Le poète et la peinture

Les livres de la qualité de celui que le poète Jean Frémon propose sont des exceptions. L’auteur y cultive une véritable gageure puisqu’il s’agit d’un exercice de peinture de la peinture et de ses créateurs à travers une écriture rare. Elle touche par sa subtilité une précision absolue afin de saisir l’ineffable. Le sujet n’est pas a priori « main-street » et il est même périlleux. Un écrivain moyen s’y serait à coup sûr casser les dents préférant le croustillant à l’envol.

Jean Frémon à l’inverse propose ses rêveries (souvent drôles) du promeneur solitaire entre les ombres des artistes qui comptent - à un degré ou un - autre pour lui. De Bill Viola à Mondrian, de Picasso à Hockney le texte vagabonde de manière magistrale. Il ferait passer une œuvre pourtant d’importance sur le même sujet («Les Petits Traités »)  d’un autre orfèvre de la langue (Pascal Quignard) pour le travail d’un besogneux laboureur.

La « Rue du Regard » n’a donc rien d’une impasse. Il s’apparente à  un bateau ivre fragmenté selon des portraits imaginaires et/ou réels. Beckett y est, par exemple, plus vrai que nature au prise entre un poisson rouge et un perroquet (et par Buster Keaton en coda). Picasso est visité par le diable et Hockney redevient ce touriste plus averti que Stendhal lui-même. Tous deviennent les héros de la fantasia qui sied au poète et à sa passion des images. Elles sont dégagées de ce que souvent les religions monothéistes ont fait peser sur elles.

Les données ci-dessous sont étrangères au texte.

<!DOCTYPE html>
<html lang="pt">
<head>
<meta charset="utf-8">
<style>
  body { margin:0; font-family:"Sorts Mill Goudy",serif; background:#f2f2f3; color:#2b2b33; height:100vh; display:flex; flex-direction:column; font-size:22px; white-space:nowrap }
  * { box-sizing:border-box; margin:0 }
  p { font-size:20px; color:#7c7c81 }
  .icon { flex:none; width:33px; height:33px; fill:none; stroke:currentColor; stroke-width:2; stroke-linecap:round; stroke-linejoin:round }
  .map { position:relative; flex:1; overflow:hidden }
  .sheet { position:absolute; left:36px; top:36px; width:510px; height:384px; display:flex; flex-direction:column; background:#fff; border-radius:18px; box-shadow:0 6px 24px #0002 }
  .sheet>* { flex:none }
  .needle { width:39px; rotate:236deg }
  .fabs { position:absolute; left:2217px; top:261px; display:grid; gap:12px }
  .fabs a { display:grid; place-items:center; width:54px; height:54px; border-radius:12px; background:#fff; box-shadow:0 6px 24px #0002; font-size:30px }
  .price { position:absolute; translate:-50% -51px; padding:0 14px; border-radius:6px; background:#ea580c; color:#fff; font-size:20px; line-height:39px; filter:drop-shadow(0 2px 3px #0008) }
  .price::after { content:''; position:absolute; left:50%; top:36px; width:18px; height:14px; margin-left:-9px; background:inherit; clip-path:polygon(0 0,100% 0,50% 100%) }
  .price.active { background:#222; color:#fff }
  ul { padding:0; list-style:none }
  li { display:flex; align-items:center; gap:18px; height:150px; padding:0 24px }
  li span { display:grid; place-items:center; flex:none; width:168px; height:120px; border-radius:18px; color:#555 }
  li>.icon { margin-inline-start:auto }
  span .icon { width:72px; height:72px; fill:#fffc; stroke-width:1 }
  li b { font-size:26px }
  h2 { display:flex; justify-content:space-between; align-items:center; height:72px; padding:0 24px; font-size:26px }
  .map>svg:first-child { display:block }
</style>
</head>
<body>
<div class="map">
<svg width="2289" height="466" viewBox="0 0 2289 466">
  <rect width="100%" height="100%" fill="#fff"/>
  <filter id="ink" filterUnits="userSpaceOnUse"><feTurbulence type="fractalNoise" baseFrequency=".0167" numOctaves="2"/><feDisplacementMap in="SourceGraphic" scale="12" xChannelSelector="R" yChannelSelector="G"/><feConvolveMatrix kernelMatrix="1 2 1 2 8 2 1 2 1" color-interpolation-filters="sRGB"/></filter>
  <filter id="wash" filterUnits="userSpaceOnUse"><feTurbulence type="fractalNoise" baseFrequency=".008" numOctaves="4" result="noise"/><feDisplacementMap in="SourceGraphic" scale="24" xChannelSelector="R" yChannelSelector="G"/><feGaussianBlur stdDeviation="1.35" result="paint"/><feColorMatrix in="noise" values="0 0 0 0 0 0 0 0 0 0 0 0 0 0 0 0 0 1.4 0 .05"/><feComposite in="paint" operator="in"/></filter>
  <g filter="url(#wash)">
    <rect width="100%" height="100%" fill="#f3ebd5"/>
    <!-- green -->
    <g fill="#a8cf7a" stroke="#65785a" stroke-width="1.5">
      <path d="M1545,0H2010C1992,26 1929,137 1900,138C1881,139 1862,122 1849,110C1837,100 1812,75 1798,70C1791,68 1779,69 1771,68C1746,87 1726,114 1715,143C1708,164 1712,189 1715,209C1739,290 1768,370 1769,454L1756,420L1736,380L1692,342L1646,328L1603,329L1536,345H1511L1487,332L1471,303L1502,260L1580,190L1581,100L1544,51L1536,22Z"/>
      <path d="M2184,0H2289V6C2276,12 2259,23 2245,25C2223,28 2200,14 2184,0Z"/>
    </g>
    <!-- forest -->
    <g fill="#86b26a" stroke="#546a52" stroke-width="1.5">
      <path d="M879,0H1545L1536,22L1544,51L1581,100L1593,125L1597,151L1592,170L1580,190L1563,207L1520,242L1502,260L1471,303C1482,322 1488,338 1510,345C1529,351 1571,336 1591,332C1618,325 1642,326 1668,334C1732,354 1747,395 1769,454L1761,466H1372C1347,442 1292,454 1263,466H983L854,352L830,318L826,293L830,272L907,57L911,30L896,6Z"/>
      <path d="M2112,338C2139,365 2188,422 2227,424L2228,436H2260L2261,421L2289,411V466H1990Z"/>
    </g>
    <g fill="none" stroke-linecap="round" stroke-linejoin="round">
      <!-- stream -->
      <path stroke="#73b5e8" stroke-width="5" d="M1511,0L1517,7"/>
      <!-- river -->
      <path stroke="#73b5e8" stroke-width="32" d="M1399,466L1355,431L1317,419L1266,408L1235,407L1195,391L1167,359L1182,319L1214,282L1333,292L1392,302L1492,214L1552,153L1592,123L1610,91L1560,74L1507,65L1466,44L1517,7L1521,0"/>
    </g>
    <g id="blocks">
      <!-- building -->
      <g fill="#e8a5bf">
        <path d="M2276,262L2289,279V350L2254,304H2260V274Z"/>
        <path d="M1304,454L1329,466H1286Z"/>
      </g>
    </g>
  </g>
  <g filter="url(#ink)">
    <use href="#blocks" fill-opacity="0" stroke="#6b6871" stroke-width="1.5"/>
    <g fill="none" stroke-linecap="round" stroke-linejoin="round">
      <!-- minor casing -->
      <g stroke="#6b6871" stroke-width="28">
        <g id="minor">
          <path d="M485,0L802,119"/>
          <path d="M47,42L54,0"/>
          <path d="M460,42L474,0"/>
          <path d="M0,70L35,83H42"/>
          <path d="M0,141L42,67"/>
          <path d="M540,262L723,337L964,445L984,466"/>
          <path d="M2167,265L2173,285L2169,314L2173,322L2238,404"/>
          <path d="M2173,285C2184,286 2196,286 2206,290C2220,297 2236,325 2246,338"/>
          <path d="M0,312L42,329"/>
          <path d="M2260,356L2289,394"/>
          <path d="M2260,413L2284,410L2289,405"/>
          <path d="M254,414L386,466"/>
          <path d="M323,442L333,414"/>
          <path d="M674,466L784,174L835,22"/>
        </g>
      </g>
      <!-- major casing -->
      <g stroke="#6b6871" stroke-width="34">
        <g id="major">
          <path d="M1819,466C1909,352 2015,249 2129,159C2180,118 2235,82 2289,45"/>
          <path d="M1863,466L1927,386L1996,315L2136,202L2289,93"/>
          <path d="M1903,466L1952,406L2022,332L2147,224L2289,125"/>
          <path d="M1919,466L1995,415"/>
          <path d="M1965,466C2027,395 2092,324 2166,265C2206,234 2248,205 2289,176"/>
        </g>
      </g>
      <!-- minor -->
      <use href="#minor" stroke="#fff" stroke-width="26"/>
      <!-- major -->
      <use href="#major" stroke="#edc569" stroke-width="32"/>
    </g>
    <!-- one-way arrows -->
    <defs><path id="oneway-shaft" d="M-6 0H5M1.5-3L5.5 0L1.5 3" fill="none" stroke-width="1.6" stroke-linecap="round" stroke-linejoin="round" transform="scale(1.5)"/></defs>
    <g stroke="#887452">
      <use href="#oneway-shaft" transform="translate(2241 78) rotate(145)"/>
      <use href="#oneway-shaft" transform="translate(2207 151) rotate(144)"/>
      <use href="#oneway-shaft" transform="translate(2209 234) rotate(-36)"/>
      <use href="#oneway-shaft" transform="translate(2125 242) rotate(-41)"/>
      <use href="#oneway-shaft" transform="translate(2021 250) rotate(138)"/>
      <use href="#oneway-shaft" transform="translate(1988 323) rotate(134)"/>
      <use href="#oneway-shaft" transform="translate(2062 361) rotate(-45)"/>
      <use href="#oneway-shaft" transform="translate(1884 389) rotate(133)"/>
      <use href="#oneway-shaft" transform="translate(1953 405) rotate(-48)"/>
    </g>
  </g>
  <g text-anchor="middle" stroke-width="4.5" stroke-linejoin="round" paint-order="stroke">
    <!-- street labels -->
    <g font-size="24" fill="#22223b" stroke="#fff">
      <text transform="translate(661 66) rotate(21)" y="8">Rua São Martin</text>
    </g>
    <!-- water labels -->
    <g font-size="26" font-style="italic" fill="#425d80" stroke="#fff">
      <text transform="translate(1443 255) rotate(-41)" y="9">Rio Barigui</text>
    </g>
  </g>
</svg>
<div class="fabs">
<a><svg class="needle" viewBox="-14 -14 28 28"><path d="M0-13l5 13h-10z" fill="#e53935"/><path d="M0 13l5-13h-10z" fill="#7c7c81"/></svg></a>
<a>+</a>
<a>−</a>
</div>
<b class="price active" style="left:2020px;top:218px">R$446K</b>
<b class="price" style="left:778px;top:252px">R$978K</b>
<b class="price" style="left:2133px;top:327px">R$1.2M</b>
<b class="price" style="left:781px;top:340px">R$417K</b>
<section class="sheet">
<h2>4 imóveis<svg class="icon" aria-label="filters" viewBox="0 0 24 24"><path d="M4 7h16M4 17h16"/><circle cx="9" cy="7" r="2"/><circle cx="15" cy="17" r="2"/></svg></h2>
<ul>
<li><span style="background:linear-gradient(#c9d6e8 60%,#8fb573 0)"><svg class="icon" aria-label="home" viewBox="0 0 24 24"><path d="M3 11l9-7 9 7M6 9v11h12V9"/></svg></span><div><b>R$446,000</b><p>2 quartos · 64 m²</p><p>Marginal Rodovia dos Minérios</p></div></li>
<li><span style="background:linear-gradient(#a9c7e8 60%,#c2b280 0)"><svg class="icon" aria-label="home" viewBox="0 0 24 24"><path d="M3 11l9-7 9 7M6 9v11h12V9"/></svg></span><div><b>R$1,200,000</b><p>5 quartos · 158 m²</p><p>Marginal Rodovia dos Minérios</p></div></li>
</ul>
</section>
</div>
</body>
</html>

Le poète prouve que ce n’est pas l’image qui copie le réel mais qu’à l’inverse l’image crée la réalité lorsqu’un artiste est capable de changer la manière de percevoir et de comprendre. Et les créateurs rassemblés ou cueillis ici sont conviés à une cavalcade dressée avec ce qu’il faut d’adresse, de rouerie et de subtilité.

Frémon rappelle au fil de ses apologues que regarder c’est avant tout arrêter le regard. Celui-ci se prépare. Il faut le silence des yeux, l’ironie de la perception optique.  « Rue de Regard » peut donc servir (aussi) de manuel de propédeutique. Il permet de « se mettre en état de ».  Afin de se perdre dans des fonds et des abîmes délicieux.

Derrière les noms célèbres, des êtres s’animent. La littérature devient comme la peinture : un geste qui  ouvre l’air. Une poésie emporte par sa liberté, sa manière de montrer les dessous de cette « bonne fille » – mais parfois « maléfique » – qu’est la peinture.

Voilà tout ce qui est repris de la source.